10. Input/Output Facilities

Contents:
Streams
Files
Serialization
Data Compression

In this chapter, we'll continue our exploration of the Java API by looking at many of the classes in the java.io package. Figure 10.1 shows the class hierarchy of the java.io package.

Figure 10.1: Class hierarchy of the java.io package

We'll start by looking at the stream classes in java.io; these classes are all subclasses of the basic InputStream, OutputStream, Reader, and Writer classes. Then we'll examine the File class and discuss how you can interact with the filesystem using classes in java.io. Finally, we'll take a quick look at the data compression classes provided in java.util.zip.

10.1 Streams

All fundamental I/O in Java is based on streams. A stream represents a flow of data, or a channel of communication with (at least conceptually) a writer at one end and a reader at the other. When you are working with terminal input and output, reading or writing files, or communicating through sockets in Java, you are using a stream of one type or another. So that you can see the forest without being distracted by the trees, I'll start by summarizing the different types of streams:

InputStream/OutputStream: Abstract classes that define the basic functionality for reading or writing an unstructured sequence of bytes. All other byte streams in Java are built on top of the basic InputStream and OutputStream.
Reader/Writer: Abstract classes that define the basic functionality for reading or writing an unstructured sequence of characters. All other character streams in Java are built on top of Reader and Writer.
InputStreamReader/OutputStreamWriter: "Bridge" classes that convert bytes to characters and vice versa.
DataInputStream/DataOutputStream: Specialized stream filters that add the ability to read and write simple data types like numeric primitives and String objects.
ObjectInputStream/ObjectOutputStream: Specialized stream filters that are capable of writing serialized Java objects and reconstructing them.
BufferedInputStream/BufferedOutputStream/BufferedReader/ BufferedWriter: Specialized streams that add buffering for additional efficiency.
PrintWriter: A specialized character stream that makes it simple to print text.
PipedInputStream/PipedOutputStream /PipedReader/PipedWriter: "Double-ended" streams that always occur in pairs. Data written into a PipedOutputStream or PipedWriter is read from its corresponding PipedInputStream or PipedReader.
FileInputStream/FileOutputStream /FileReader/FileWriter: Implementations of InputStream, OutputStream, Reader, and Writer that read from and write to files on the local filesystem.

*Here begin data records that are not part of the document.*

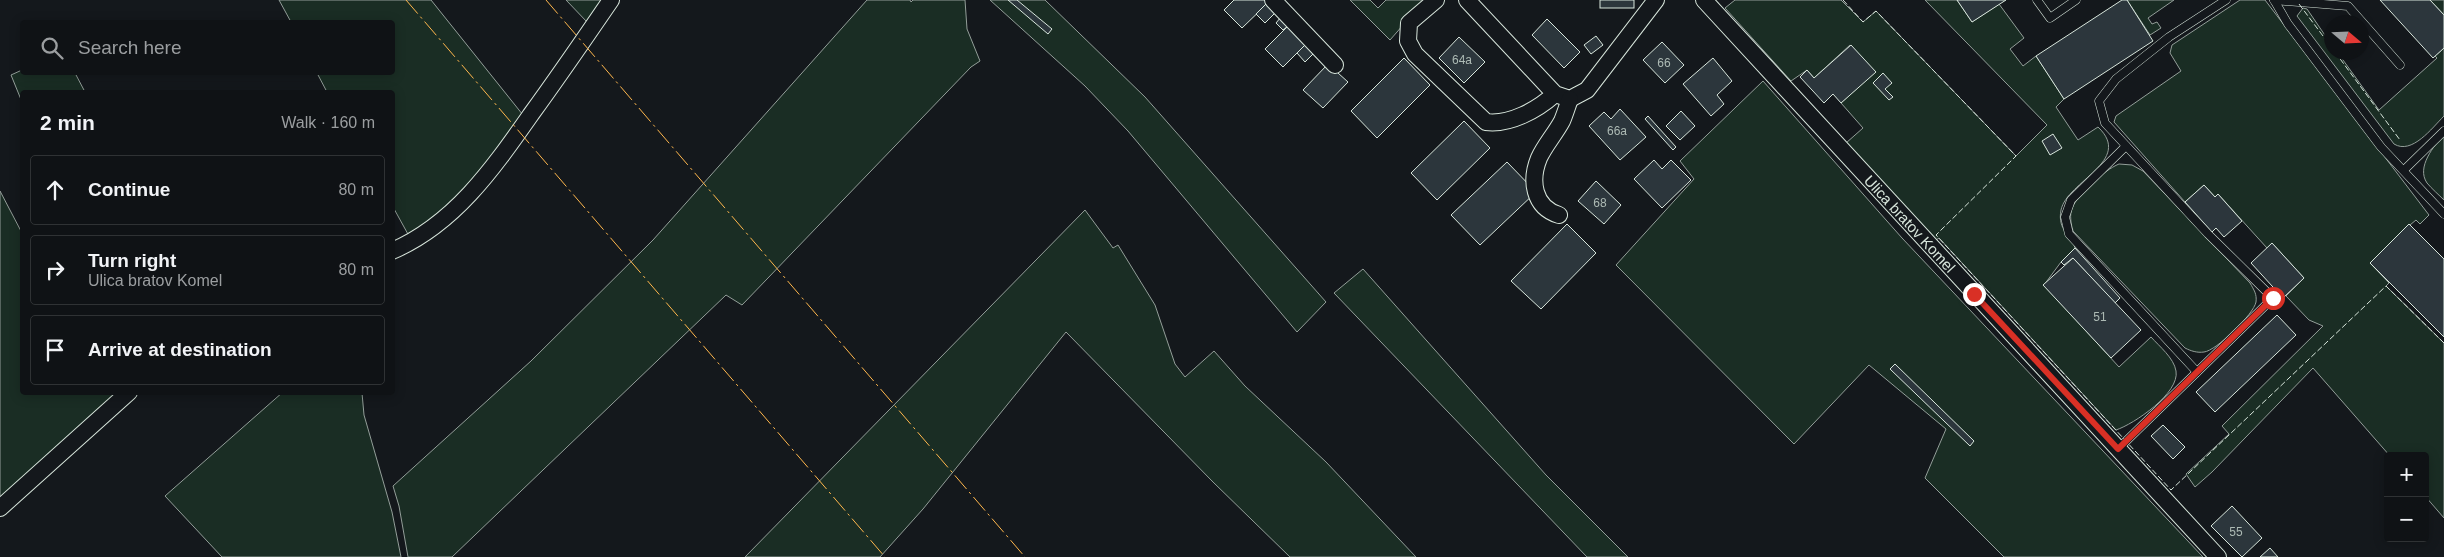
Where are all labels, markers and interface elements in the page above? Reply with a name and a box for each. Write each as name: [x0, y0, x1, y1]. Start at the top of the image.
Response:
north arrow: [2324, 15, 2369, 60]
search box: [20, 20, 395, 75]
icon: search: [38, 34, 66, 62]
text: Search here: [78, 37, 182, 58]
house number: 64a: [1452, 53, 1472, 67]
house number: 66: [1657, 56, 1671, 70]
text: 2 min: [40, 111, 95, 134]
text: Walk · 160 m: [281, 114, 375, 131]
house number: 66a: [1607, 124, 1627, 138]
street label: Ulica bratov Komel: [1861, 171, 1959, 275]
icon: ahead: [41, 176, 69, 204]
text: Continue: [88, 179, 170, 200]
text: 80 m: [338, 181, 374, 198]
house number: 68: [1593, 196, 1607, 210]
text: Turn right: [88, 250, 176, 271]
icon: right: [41, 256, 69, 284]
text: 80 m: [338, 261, 374, 278]
text: Ulica bratov Komel: [88, 272, 222, 289]
route end: [1963, 283, 1986, 306]
route start: [2262, 287, 2285, 310]
house number: 51: [2093, 310, 2107, 324]
icon: arrive: [41, 336, 69, 364]
text: Arrive at destination: [88, 339, 272, 360]
map controls: [2384, 452, 2429, 542]
button: +: [2384, 452, 2429, 497]
button: −: [2384, 497, 2429, 542]
house number: 55: [2229, 525, 2243, 539]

Streams in Java are one-way streets. The java.io input and output classes represent the ends of a simple stream, as shown in Figure 10.2. For bidirectional conversations, we use one of each type of stream.

Figure 10.2: Basic input and output stream functionality

InputStream and OutputStream are abstract classes that define the lowest-level interface for all byte streams. They contain methods for reading or writing an unstructured flow of byte-level data. Because these classes are abstract, you can never create a "pure" input or output stream. Java implements subclasses of these for activities like reading and writing files and communicating with sockets. Because all byte streams inherit the structure of InputStream or OutputStream, the various kinds of byte streams can be used interchangeably. For example, a method often takes an InputStream as an argument. This means the method accepts any subclass of InputStream. Specialized types of streams can also be layered to provide features, such as buffering or handling larger data types.

In Java 1.1, new classes based around Reader and Writer were added to the java.io package. Reader and Writer are very much like InputStream and OutputStream, except that they deal with characters instead of bytes. As true character streams, these classes correctly handle Unicode characters, which was not always the case with the byte streams. However, some sort of bridge is needed between these character streams and the byte streams of physical devices like disks and networks. InputStreamReader and OutputStreamWriter are special classes that use an encoding scheme to translate between character and byte streams.

We'll discuss all of the interesting stream types in this section, with the exception of FileInputStream, FileOutputStream, FileReader, and FileWriter. We'll postpone the discussion of file streams until the next section, where we'll cover issues involved with accessing the filesystem in Java.

10.1.1 Terminal I/O

The prototypical example of an InputStream object is the standard input of a Java application. Like stdin in C or cin in C++, this object reads data from the program's environment, which is usually a terminal window or a command pipe. The java.lang.System class, a general repository for system-related resources, provides a reference to standard input in the static variable in. System also provides objects for standard output and standard error in the out and err variables, respectively. The following example shows the correspondence:

InputStream stdin = System.in; 
OutputStream stdout = System.out; 
OutputStream stderr = System.err;

This example hides the fact that System.out and System.err aren't really OutputStream objects, but more specialized and useful PrintStream objects. I'll explain these later, but for now we can reference out and err as OutputStream objects, since they are a kind of OutputStream by inheritance.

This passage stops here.